**Your instructions**
Go to the line containing "const ctx = document.querySelector('canvas').getContext('2d');" in the records below and print it and every following line exactly, on through the line containing "ctx.strokeStyle = color;", then stop.

**Entries shown**
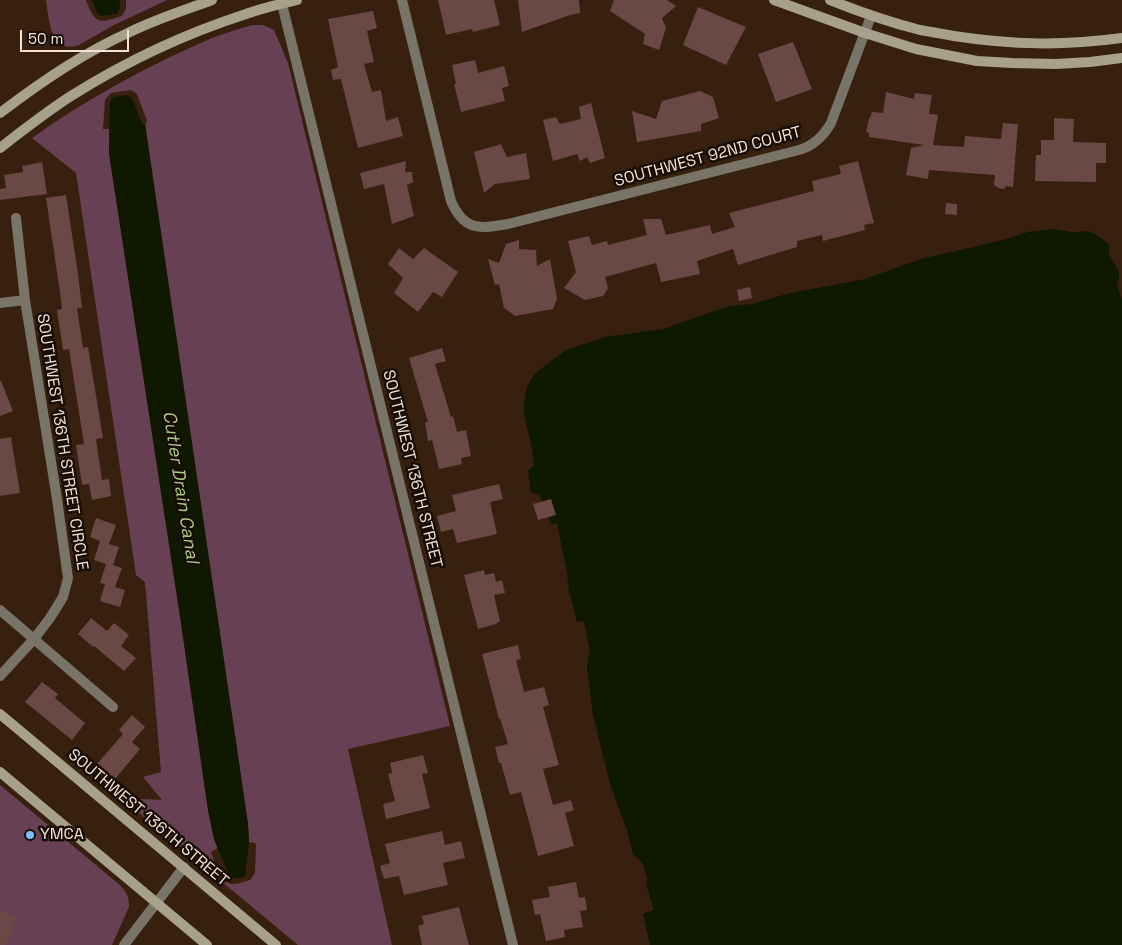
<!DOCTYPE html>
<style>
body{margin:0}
#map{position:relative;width:1122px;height:945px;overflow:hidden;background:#37200d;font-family:"Space Grotesk",sans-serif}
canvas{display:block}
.scale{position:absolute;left:20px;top:30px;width:109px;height:22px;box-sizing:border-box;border:2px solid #f3e3d7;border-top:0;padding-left:6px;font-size:15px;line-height:18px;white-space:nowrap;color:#f3e3d7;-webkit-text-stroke:4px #170d05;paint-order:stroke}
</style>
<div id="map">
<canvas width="1122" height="945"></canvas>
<div class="scale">50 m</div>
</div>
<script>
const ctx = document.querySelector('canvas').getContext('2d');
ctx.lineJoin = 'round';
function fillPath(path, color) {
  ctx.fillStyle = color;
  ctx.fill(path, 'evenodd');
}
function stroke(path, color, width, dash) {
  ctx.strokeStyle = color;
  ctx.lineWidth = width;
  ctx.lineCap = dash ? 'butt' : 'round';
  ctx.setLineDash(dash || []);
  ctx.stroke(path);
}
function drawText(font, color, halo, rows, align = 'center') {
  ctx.font = font + ' "Space Grotesk",sans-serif';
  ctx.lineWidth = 5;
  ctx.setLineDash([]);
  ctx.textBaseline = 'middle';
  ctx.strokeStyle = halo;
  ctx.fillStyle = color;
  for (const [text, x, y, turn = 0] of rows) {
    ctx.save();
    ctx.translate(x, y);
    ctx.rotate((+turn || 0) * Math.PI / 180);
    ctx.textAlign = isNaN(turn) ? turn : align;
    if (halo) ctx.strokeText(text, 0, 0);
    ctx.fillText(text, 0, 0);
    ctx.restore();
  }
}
fillPath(new Path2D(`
 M46,0h40c9,24 12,24 36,16l4,-7v-9h41l-53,25 -35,20c-29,10 -30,-26 -33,-45z
 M252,25h11l11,5 14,33 162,663 -102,23 44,196h-94l-177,-147 41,2 -19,-23 18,-5 -16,-190 -9,-7 -60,-402 -44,-35c56,-40 117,-73 180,-100 13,-5 27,-9 40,-13zM131,90l6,4 10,27 -2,3 103,700 1,18 7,1 -1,30 -5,7c-5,1 -11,4 -17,4 -14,0 -18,-22 -22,-32l7,-4 -4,-9 -6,-29 -28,-194 -71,-463v-24h-6l2,-29 6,-7z
 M0,785l121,101c6,7 8,11 8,21l-17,38h-112z`), '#674153');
fillPath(new Path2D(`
 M92,0h28v7l-3,7 -15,2 -5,-3z
 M128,95l5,5 9,24h3l103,700 1,18 -4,34 -5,2h-10l-16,-39 -6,-29 -28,-194 -71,-463 1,-52 3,-4z
 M1051,229c8,0 14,2 21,3 5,1 7,0 12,-1 9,-1 18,8 25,13v10l10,18v5l-2,7 5,16v645h-472l-7,-31 10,-4 -1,-8 -2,-3c0,-5 -1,-7 -3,-11 -2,-6 0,-2 0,-9 -1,-9 -5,-20 -14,-24l-5,-22 -18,-49 -17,-69 -6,-46 1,-11 2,-7 -6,-30 -7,1 -8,-31 -2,-18 -10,-50 -6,1 -11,-28 -5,-3h-4l-3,-23 6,-4 -2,-17 -8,-34v-13l2,-12 2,-5 4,-7 6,-7 28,-21 39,-13 58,-8 66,-23 24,-2 37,-11 75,-14 56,-20 82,-19 25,-8z`), '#0f1901');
fillPath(new Path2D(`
 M438,0h56l6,25 -27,7 -1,-3 -26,6z
 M518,0h61l1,13 -10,2 -48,17z
 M614,0h53l9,6 -14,12 4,10 -7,22 -16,-6 2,-10 -35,-23z
 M698,7l48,20 -20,38 -43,-20z
 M373,11l4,17 -10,3 7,31 -10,2 8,28 9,-2 5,31 12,-4 5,19 -45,12 -17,-69 -8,1 -2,-10 7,-3 -10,-48z
 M793,42l19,47 -36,13 -18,-48z
 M475,60l3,13 26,-7 5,20 -7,2 3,13 -44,11 -7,-28h2l-4,-19z
 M700,91l13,6 6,21 -18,6v7l-64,11 -5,-31 24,8 6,-18z
 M886,92l28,7 1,-6 17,2 -3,19 9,1 -5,30 31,2 1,-11 36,3 2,-16 15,1 -5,63 -7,-1 -2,3 -6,-1 -4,-3 1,-10 -66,-5 -1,9 -22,-4 5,-27 13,-3 -55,-8v-4l-3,-1 3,-14h1l2,-6 11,1z
 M591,103l14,55 -15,5 -3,-6 -7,4 -3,-7 -24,7 -10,-41 13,-3 4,7 21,-5 -2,-12z
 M1054,118l20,1 -1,23 33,1v20h-10v19l-61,-1 1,-26h5v-15h13z
 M501,144l6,13 19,-4 4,26 -35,5 -11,9 -10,-41z
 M406,161l-1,11h7l1,10 -6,3 7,31 -22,8 -8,-40 -20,5 -4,-16z
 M858,161l16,62 -10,2 1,5 -42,11 -1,-6 -25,6v6l-59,18 -5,-16 -36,12 3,13 -39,8 -5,-19 -51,14 3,11 -5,8 -18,4 -21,-12 12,-16 -8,-31 21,-5 3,9 15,-4 1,4 39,-10 -4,-16h18l5,16 44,-10 2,9 23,-7 -6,-14 85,-22 -2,-10 29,-7 -2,-8z
 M42,162l5,32 -47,6v-11l6,-1 -2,-13 19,-3 -1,-6z
 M66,195l12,79 4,34h-5l6,40 5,-1 15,91 -7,1 6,41 7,-1 2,17 -19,4 -3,-16 -7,1 -6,-40 8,-1 -15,-95 -6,1 -6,-40 5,-1 -2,-17 -14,-94z
 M946,203l11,1v11l-12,-1z
 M519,240v9l17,1 1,16 13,-7 7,40 -4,10 -38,7 -11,-8 -5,-24 -4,1 -7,-26 11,4 7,-19z
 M399,248l14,11 11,-11 34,24 -16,25 -9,-5 -15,20 -24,-19 9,-15 -15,-14z
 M750,287l2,11 -13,3 -2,-11z
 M442,348l4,13 -11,3 16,53 2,-1 4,16 9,-2 5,26 -10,2 1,6 -23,5 -7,-29 -4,1 -3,-19h3l-19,-64z
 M0,381h1l12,30 -13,5z
 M11,437l9,56 -20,3v-57z
 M499,484l4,15 -13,3 7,32 -40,9 -4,-14 -12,3 -4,-16 19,-5 -4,-16z
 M551,499l5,16 -18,5 -5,-16z
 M96,518l20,7 -7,19 10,3 -6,18 9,3 -7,19 10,3 -5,17 -20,-6 5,-17 -5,-1 6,-19 -12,-4 6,-19 -10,-4z
 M484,570l1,5 9,-2 2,9 6,-2 3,13 -11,2 6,26 -4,3 -18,5 -14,-54z
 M91,618l16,13 7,-8 15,12 -8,11 15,12 -12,13 -30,-25 -1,1 -15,-13z
 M518,645l3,14 -5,1 8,32 20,-5 5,18 -6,2 16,58 -16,4 10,36 18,-5 3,10 -9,3 9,33 -36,10 -17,-64 -11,3 -9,-32h-2l-4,-16 13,-3 -8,-26 -1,1 -17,-65z
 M42,682l16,12 -3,4 30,25 -13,17 -47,-38z
 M132,715l13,12 -13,15 8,7 -25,30 -18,-15 26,-30 -4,-4z
 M423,755l5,18 -6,1 8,34 -44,11 -3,-15 12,-3 -7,-27 4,-1 -2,-10z
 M442,831l3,14 16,-4 4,17 -22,5 5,22 -44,10 -5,-19 -15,3 -4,-13 10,-3 -5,-19z
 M576,882l3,16 6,-1 2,13 -7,1 3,16 -19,3 1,7 -19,4 -6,-27 -5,1 -3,-15 18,-3 -2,-10z
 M459,907l10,38h-47l-4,-19 6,-2 -2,-8z
 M0,909l17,9 -11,27h-6z`), '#6a4845');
stroke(new Path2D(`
 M281,0l232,945
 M402,0l49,201c13,30 28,28 57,23l291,-74c14,-4 24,-13 32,-27l40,-107
 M0,303l25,-3
 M0,610l113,97
 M0,676l34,-37 16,-21 13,-21 5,-19 -11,-79 -32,-199 -9,-82
 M124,945l60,-78`), '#787467', 10);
stroke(new Path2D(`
 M774,0l91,33 51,16 61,12 35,2 44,1 34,-2 32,-4
 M830,0c30,12 59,22 90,30 12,2 23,4 34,6 59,9 109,10 168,2
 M0,113c41,-31 83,-60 130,-81 26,-13 55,-22 82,-32
 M0,148c23,-18 46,-36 71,-52 54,-34 113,-62 175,-82 16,-6 34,-10 51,-14
 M0,714l276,231
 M0,772l207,173`), '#a7a18b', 10);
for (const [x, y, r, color] of [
 [30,835,5,"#7cbef9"]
]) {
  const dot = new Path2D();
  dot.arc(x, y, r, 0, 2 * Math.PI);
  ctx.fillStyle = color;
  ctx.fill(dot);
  stroke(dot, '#170d05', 2);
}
drawText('16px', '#f3e3d7', '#170d05', [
 ["SOUTHWEST 92ND COURT",708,157,-15],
 ["SOUTHWEST 136TH STREET CIRCLE",62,442,81],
 ["SOUTHWEST 136TH STREET",412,469,76],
 ["SOUTHWEST 136TH STREET",148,818,40]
]);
drawText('16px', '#f3e3d7', '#170d05', [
 ["YMCA",40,835]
], 'left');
drawText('italic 18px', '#abcd7f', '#170d05', [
 ["Cutler Drain Canal",180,487,81]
]);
</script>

**Worked solution**
const ctx = document.querySelector('canvas').getContext('2d');
ctx.lineJoin = 'round';
function fillPath(path, color) {
  ctx.fillStyle = color;
  ctx.fill(path, 'evenodd');
}
function stroke(path, color, width, dash) {
  ctx.strokeStyle = color;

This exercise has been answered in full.